▸ **ASSIGNED TASK**
A single number is the answer: the count of lines in these records with "primary" in them.

Entries taken from a collection
____

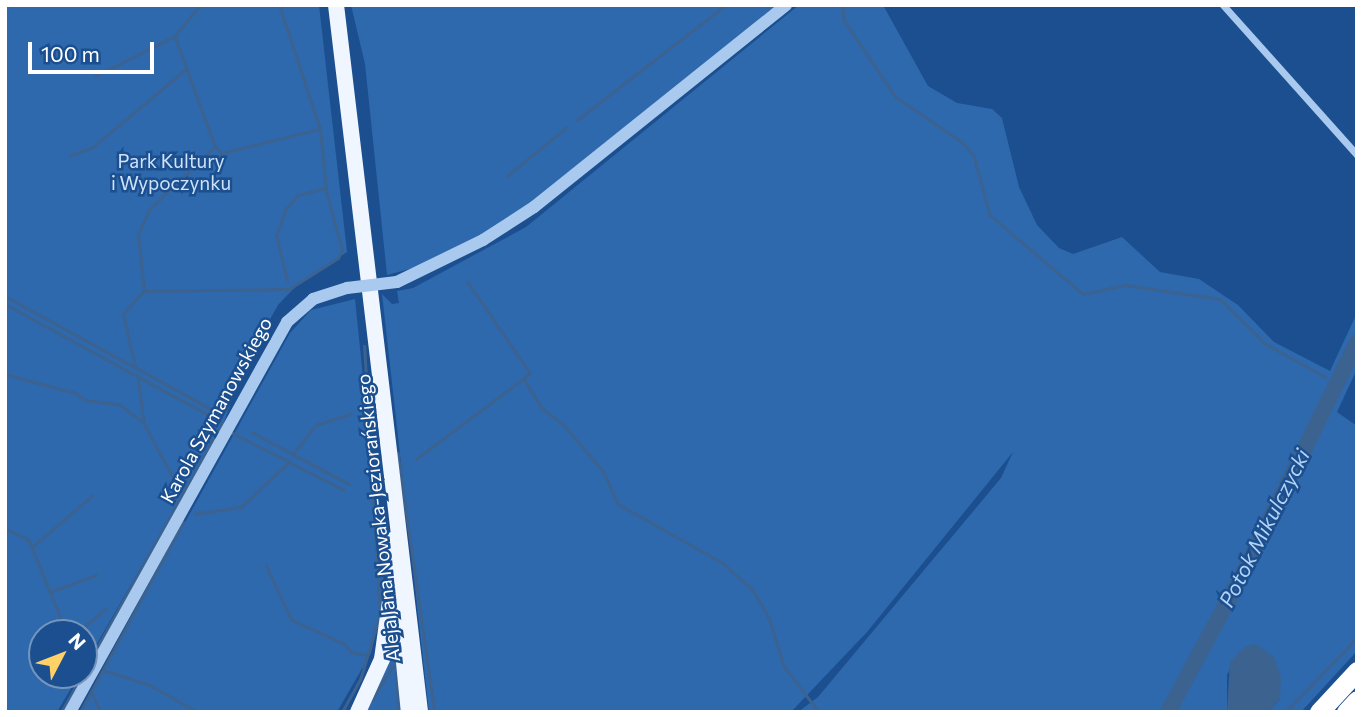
<!DOCTYPE html>
<meta charset="utf-8">
<style>
body{margin:0}
#map{position:relative;width:1362px;height:717px;overflow:hidden;background:#1b4f8f;font-family:Commissioner,sans-serif}
div>[style]{position:absolute}
[style*='--x']{left:calc(var(--x)*1px);top:calc(var(--y)*1px);width:calc(var(--w)*1px);rotate:calc(var(--a)*1deg)}
.green>*{inset:0;background:#2e69ad}
.water>*{inset:0;background:#3c6290}
.stream>*{height:2.5px;margin:-1.25px;padding:0 1.25px;transform-origin:1.25px;border-radius:1.25px;background:#3c6290}
.river>*{height:16px;margin:-8px;padding:0 8px;transform-origin:8px;border-radius:8px;background:#3c6290}
.minor>*{height:7px;margin:-3.5px;padding:0 3.5px;transform-origin:3.5px;border-radius:3.5px;background:#a9c9ee}
.tertiary>*{height:12px;margin:-6px;padding:0 6px;transform-origin:6px;border-radius:6px;background:#a9c9ee}
.primary>*{height:16px;margin:-8px;padding:0 8px;transform-origin:8px;border-radius:8px;background:#f0f6ff}
.motorway>*{height:19px;margin:-9.5px;padding:0 9.5px;transform-origin:9.5px;border-radius:9.5px;background:#fff}
.tertiary-bridge>*{height:12px;margin:-6px;padding:0 6px;transform-origin:6px;border-radius:6px;background:#a9c9ee}
span{translate:-50% -50%;white-space:nowrap;text-align:center;line-height:1.15;-webkit-text-stroke:5px #1b4f8f;paint-order:stroke}
.park-label{font-size:19px;color:#cfe3fa}
.street-label{font-size:19px;color:#fff}
.water-label{font-size:21px;color:#b5d3f5;font-style:italic}
.frame{position:absolute;inset:0;border:7px solid #fff;pointer-events:none}
.north{position:absolute;left:28px;top:619px;width:70px;height:70px;box-sizing:border-box;background:#1b4f8f;border:2px solid #7695bc;border-radius:50%;rotate:48deg;font-size:19px;font-weight:700;line-height:28px;text-align:center;color:#fff}
.north::after{content:'';display:block;margin:auto;width:24px;height:32px;background:#ffd166;clip-path:polygon(50% 0,100% 100%,50% 72%,0 100%)}
.scale{position:absolute;left:28px;top:42px;width:126px;height:32px;box-sizing:border-box;border:4px solid #fff;border-top:0;padding-left:9px;font-size:21px;line-height:24px;white-space:nowrap;color:#fff;-webkit-text-stroke:5px #1b4f8f;paint-order:stroke}
</style>
<div id="map">
<div class="green">
<i style="clip-path:polygon(5px 5px,319px 5px,347px 252px,297px 285px,278px 305px,243px 368px,223px 425px,84px 666px,84px 633px,42px 633px,42px 675px,79px 675px,57px 712px,5px 712px)"></i>
<i style="clip-path:polygon(351px 5px,776px 5px,618px 137px,514px 216px,466px 245px,417px 267px,387px 275px,365px 64px)"></i>
<i style="clip-path:polygon(799px 5px,883px 5px,928px 86px,957px 103px,992px 109px,1002px 118px,1019px 187px,1037px 225px,1059px 248px,1073px 254px,1122px 237px,1160px 272px,1199px 279px,1238px 305px,1274px 342px,1330px 371px,1357px 313px,1357px 369px,1337px 412px,1357px 426px,1357px 651px,1301px 712px,1268px 712px,1280px 699px,1239px 652px,1227px 675px,1227px 712px,798px 712px,818px 697px,1001px 478px,1013px 452px,867px 632px,791px 712px,429px 712px,382px 294px,392px 304px,399px 303px,397px 291px,413px 288px,526px 227px)"></i>
<i style="clip-path:polygon(355px 299px,385px 593px,371px 653px,337px 712px,80px 712px,290px 333px,311px 310px)"></i>
<i style="clip-path:polygon(393px 624px,403px 712px,362px 712px)"></i>
</div>
<div class="water">
<i style="clip-path:polygon(1255px 644px,1274px 657px,1281px 677px,1280px 699px,1268px 712px,1227px 712px,1230px 662px,1244px 647px)"></i>
</div>
<div class="stream">
<i style="--x:201;--y:5;--w:40;--a:130"></i>
<i style="--x:175;--y:36;--w:117;--a:70"></i>
<i style="--x:215;--y:146;--w:10;--a:45"></i>
<i style="--x:222;--y:153;--w:101;--a:-13.8"></i>
<i style="--x:843;--y:5;--w:15;--a:86"></i>
<i style="--x:844;--y:20;--w:93;--a:56"></i>
<i style="--x:896;--y:97;--w:80;--a:34.3"></i>
<i style="--x:962;--y:142;--w:18;--a:47"></i>
<i style="--x:974;--y:155;--w:62;--a:75.1"></i>
<i style="--x:990;--y:215;--w:122;--a:40.3"></i>
<i style="--x:1083;--y:294;--w:43;--a:-12.1"></i>
<i style="--x:1125;--y:285;--w:96;--a:8.4"></i>
<i style="--x:1220;--y:299;--w:64;--a:44.4"></i>
<i style="--x:1266;--y:344;--w:68;--a:28.8"></i>
<i style="--x:95;--y:76;--w:89;--a:-26.6"></i>
<i style="--x:577;--y:120;--w:188;--a:-37.7"></i>
<i style="--x:70;--y:155;--w:23;--a:-18"></i>
<i style="--x:92;--y:148;--w:124;--a:-40.1"></i>
<i style="--x:507;--y:176;--w:77;--a:-39.2"></i>
<i style="--x:287;--y:280;--w:45;--a:-104"></i>
<i style="--x:276;--y:236;--w:29;--a:-70"></i>
<i style="--x:286;--y:209;--w:18;--a:-49"></i>
<i style="--x:298;--y:195;--w:29;--a:-14"></i>
<i style="--x:468;--y:282;--w:110;--a:55.7"></i>
<i style="--x:530;--y:373;--w:8;--a:135"></i>
<i style="--x:524;--y:379;--w:34;--a:58"></i>
<i style="--x:542;--y:408;--w:28;--a:38"></i>
<i style="--x:564;--y:425;--w:62;--a:49.6"></i>
<i style="--x:604;--y:472;--w:35;--a:66"></i>
<i style="--x:618;--y:504;--w:120;--a:29.3"></i>
<i style="--x:723;--y:563;--w:40;--a:42"></i>
<i style="--x:753;--y:590;--w:34;--a:60"></i>
<i style="--x:770;--y:620;--w:48;--a:73.1"></i>
<i style="--x:784;--y:666;--w:58;--a:52.7"></i>
<i style="--x:144;--y:291;--w:56;--a:-96.1"></i>
<i style="--x:138;--y:235;--w:27;--a:-66"></i>
<i style="--x:149;--y:210;--w:91;--a:-44.1"></i>
<i style="--x:5;--y:296;--w:247;--a:28.7"></i>
<i style="--x:5;--y:304;--w:248;--a:28.6"></i>
<i style="--x:223;--y:423;--w:285;--a:119.2"></i>
<i style="--x:135;--y:367;--w:54;--a:-102.8"></i>
<i style="--x:123;--y:314;--w:31;--a:-48"></i>
<i style="--x:144;--y:291;--w:145;--a:-0.8"></i>
<i style="--x:289;--y:289;--w:58;--a:-32.3"></i>
<i style="--x:338;--y:258;--w:9;--a:-63"></i>
<i style="--x:342;--y:250;--w:61;--a:-105.2"></i>
<i style="--x:326;--y:191;--w:62;--a:-95.5"></i>
<i style="--x:320;--y:129;--w:131;--a:-108.3"></i>
<i style="--x:5;--y:374;--w:73;--a:15"></i>
<i style="--x:76;--y:393;--w:11;--a:38"></i>
<i style="--x:85;--y:400;--w:34;--a:7"></i>
<i style="--x:119;--y:404;--w:31;--a:37"></i>
<i style="--x:144;--y:423;--w:83;--a:61.9"></i>
<i style="--x:138;--y:376;--w:46;--a:82.6"></i>
<i style="--x:1333;--y:381;--w:4;--a:27"></i>
<i style="--x:252;--y:432;--w:110;--a:28.2"></i>
<i style="--x:398;--y:453;--w:262;--a:81.9"></i>
<i style="--x:293;--y:454;--w:37;--a:-52"></i>
<i style="--x:316;--y:425;--w:36;--a:-18"></i>
<i style="--x:416;--y:459;--w:134;--a:-36.8"></i>
<i style="--x:289;--y:462;--w:62;--a:27"></i>
<i style="--x:195;--y:514;--w:47;--a:-8.7"></i>
<i style="--x:241;--y:507;--w:66;--a:-43.2"></i>
<i style="--x:289;--y:462;--w:65;--a:-153.4"></i>
<i style="--x:5;--y:528;--w:27;--a:27"></i>
<i style="--x:29;--y:540;--w:100;--a:67.8"></i>
<i style="--x:32;--y:547;--w:79;--a:-40.4"></i>
<i style="--x:266;--y:565;--w:61;--a:64.7"></i>
<i style="--x:292;--y:620;--w:58;--a:24.4"></i>
<i style="--x:345;--y:644;--w:10;--a:53"></i>
<i style="--x:351;--y:652;--w:16;--a:11"></i>
<i style="--x:50;--y:592;--w:49;--a:-20.3"></i>
<i style="--x:77;--y:633;--w:38;--a:-40"></i>
<i style="--x:394;--y:635;--w:77;--a:86.3"></i>
<i style="--x:103;--y:670;--w:49;--a:17.7"></i>
<i style="--x:150;--y:685;--w:55;--a:29.4"></i>
<i style="--x:92;--y:693;--w:21;--a:65"></i>
<i style="--x:372;--y:700;--w:39;--a:-59"></i>
<i style="--x:61;--y:712;--w:43;--a:-60.4"></i>
<i style="--x:80;--y:712;--w:216;--a:-61.5"></i>
<i style="--x:342;--y:712;--w:37;--a:-61"></i>
<i style="--x:360;--y:680;--w:69;--a:-73.1"></i>
<i style="--x:380;--y:614;--w:268;--a:-93.4"></i>
<i style="--x:1285;--y:712;--w:103;--a:-45.8"></i>
</div>
<div class="river">
<i style="--x:1168;--y:712;--w:167;--a:-61.7"></i>
<i style="--x:1247;--y:565;--w:249;--a:-63.7"></i>
</div>
<div class="minor">
<i style="--x:1223;--y:5;--w:201;--a:48.2"></i>
</div>
<div class="tertiary">
<i style="--x:397;--y:282;--w:96;--a:-26"></i>
<i style="--x:483;--y:240;--w:61;--a:-32.9"></i>
<i style="--x:534;--y:207;--w:323;--a:-38.7"></i>
<i style="--x:70;--y:712;--w:446;--a:-60.9"></i>
<i style="--x:287;--y:322;--w:35;--a:-41"></i>
<i style="--x:313;--y:299;--w:36;--a:-18"></i>
</div>
<div class="primary">
<i style="--x:336;--y:5;--w:712;--a:83.22"></i>
<i style="--x:392;--y:540;--w:173;--a:84.4"></i>
<i style="--x:358;--y:712;--w:58;--a:-65.6"></i>
<i style="--x:382;--y:659;--w:59;--a:-82.1"></i>
</div>
<div class="motorway">
<i style="--x:1319;--y:712;--w:56;--a:-47.2"></i>
<i style="--x:1346;--y:712;--w:16;--a:-47"></i>
</div>
<div class="tertiary-bridge">
<i style="--x:347;--y:288;--w:50;--a:-6.8"></i>
</div>
<div class="park-label">
<span style="left:171px;top:172px">Park Kultury<br>i Wypoczynku</span>
</div>
<div class="street-label">
<span style="left:216px;top:410px;rotate:-61deg">Karola Szymanowskiego</span>
<span style="left:378px;top:518px;rotate:-96deg">Aleja Jana Nowaka-Jeziorańskiego</span>
</div>
<div class="water-label">
<span style="left:1264px;top:528px;rotate:-63deg">Potok Mikulczycki</span>
</div>
<div class="frame"></div>
<div class="north">N</div>
<div class="scale">100 m</div>
</div>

____

▸ **ANSWER SPACE**
2